Filling DB bound controls
The DB bound controls are filled by calling the Macro "initDBforms" in the DBfuncSupport.xla addin the following way (preferably in an Workbook_open event proc):
Private Sub Workbook_Open() Application.Run "DBFuncs.xla!initDBforms", ThisWorkbook.Name End Sub
This walks through the supplied workbooks sheets, refreshing all
contained controls having names starting with "DB_" with the queries
contained in the cell directly right to the
LinkedCell. Additionally it checks whether the next cell right to the
query cell contains something else than the empty string and in that
case takes the content as a custom connection definition.
The DB bound control retains the selection during a refresh (e.g.
saving/reopening the workbook). Also the height and width of the DB
bound control are maintained.
Installation
Installation is simply done by copying the two Excel addins
DBFuncs.xla and DBFuncSupport.xla into an XLStart folder of your choice
(there are basically three of them:
one in C:\Programs\Microsoft Office\Office<X>\XLStart,
one in C:\Documents and Settings\<username>\Application Data\Microsoft\Excel\XLStart
and the last in the Alternative start folder you specified in Options/General).
Then you'd want to adapt the standard connection string that is
globally applied if no function-specific connection string is given.
This is done in DBFuncs.xla, module DBfunctions, on top:
Public Const ConstConnString = "provider=SQLOLEDB,Server=…. " Public Const CnnTimeout = 10
When starting the Testworkbook, after waiting for the – probable –
connection error, you have to change the connection string(s) to suit
your needs (see below for explanations).
The connection information in "DBFuncsTest.xls" are stored
to the right if the black line, the actual connection is the selected
by choosing the appropriate shortname (dropdown) in the yellow input
field. After the connection has been changed don't forget to refresh
the queries/DBforms by right clicking and selecting "refresh data".
Points of Interest
The basic principle behind returning results into an area external
to the Database query functions, is the utilisation of the calculation
event (as mentioned in and inspired by the excelmvf project, see http://www.codeproject.com/macro/excelmvf.asp for further details), as Excel won't allow ANY side-effects inside a UDF.
There are lot's of information to be carried between the function
call and the event (and back for status information). This is achieved
by utilising a so-called "calcContainer" and a "statusMsgContainer", basically being VBA classes abused as a simple structure that are stored into global collections called "allCalcContainers" and "allStatusContainers".
The references of the correct calcContainers and statusMsgContainers
are the Workbook-name, the table name and the cell address of the
calling functions which is quite a unique description of a function
call (this description is called the "callID" in the code).
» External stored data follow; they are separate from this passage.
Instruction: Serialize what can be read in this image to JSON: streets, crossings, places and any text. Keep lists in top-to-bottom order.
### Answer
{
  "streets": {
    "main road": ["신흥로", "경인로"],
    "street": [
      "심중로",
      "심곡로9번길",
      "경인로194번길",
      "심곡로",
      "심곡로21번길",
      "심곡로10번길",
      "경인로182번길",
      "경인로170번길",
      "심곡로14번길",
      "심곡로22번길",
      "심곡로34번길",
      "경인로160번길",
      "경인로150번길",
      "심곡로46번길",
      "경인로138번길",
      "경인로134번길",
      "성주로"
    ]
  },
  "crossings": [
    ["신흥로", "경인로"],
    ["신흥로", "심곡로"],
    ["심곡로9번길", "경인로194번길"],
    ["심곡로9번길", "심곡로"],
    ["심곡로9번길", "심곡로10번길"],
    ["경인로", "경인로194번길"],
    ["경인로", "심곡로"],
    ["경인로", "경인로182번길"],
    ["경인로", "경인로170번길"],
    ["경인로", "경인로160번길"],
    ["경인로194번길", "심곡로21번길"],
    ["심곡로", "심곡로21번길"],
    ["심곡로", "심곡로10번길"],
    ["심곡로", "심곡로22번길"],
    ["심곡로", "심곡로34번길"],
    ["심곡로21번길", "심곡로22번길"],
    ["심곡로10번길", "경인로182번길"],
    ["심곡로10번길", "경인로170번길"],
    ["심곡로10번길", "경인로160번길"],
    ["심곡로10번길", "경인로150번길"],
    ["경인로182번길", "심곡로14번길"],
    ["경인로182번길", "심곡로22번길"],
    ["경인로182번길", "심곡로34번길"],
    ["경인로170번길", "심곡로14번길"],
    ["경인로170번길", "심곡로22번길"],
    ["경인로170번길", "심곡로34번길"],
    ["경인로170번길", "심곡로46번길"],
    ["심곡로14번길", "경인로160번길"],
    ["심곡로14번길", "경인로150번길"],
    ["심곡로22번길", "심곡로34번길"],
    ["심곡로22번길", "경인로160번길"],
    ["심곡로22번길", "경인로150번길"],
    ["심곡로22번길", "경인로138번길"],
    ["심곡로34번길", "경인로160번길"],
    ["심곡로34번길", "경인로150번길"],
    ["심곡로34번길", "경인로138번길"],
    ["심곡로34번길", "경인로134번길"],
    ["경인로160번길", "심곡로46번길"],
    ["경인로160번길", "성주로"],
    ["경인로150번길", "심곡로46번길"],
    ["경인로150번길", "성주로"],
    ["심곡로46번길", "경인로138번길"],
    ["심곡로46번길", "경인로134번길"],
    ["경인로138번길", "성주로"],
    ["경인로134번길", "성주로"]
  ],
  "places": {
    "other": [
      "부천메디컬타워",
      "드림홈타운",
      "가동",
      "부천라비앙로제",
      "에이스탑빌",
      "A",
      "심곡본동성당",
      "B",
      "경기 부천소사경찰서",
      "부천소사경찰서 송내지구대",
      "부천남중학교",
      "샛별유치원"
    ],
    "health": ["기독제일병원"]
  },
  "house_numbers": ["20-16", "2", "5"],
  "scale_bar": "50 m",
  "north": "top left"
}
Below diagram should clarify the process:
The real trick is to find out when resp. where to get rid of the
calc containers, considering Excel's intricate way of invoking
functions and the calc event handler (the above diagram is simplifying
matters a bit as the chain of invocation is by no way linear in the
calculations in the dependency tree).
Excel sometimes does additional calculations to take shortcuts and
this makes the order of invocation basically unpredictable, so you have
to take great care to just work on every function once and then remove
the calcContainer (if you're interested in the actual invocations being done, set #Const DebugMe = True in both class module "calcClass" and module "DBfunctions" to see what's going on in the direct window).
After every calculation event the working calcContainers are removed, if there are no more calcContainers left, then allCalcContainers is
reset to "Nothing", being ready for changes in input data or function
layout. Good resources for more details on the calculation
order/backgrounds is Decision Model's Excel Pages, especially
Calculation Secrets (http://www.decisionmodels.com/calcsecretsc.htm).
History
2006: First versions using CopyFromRecordSet for DBListFetch, as I found this function to be highly unreliable, changed to use WorkSheet.QueryTables from Version 2.0 instead, which copies all data correctly.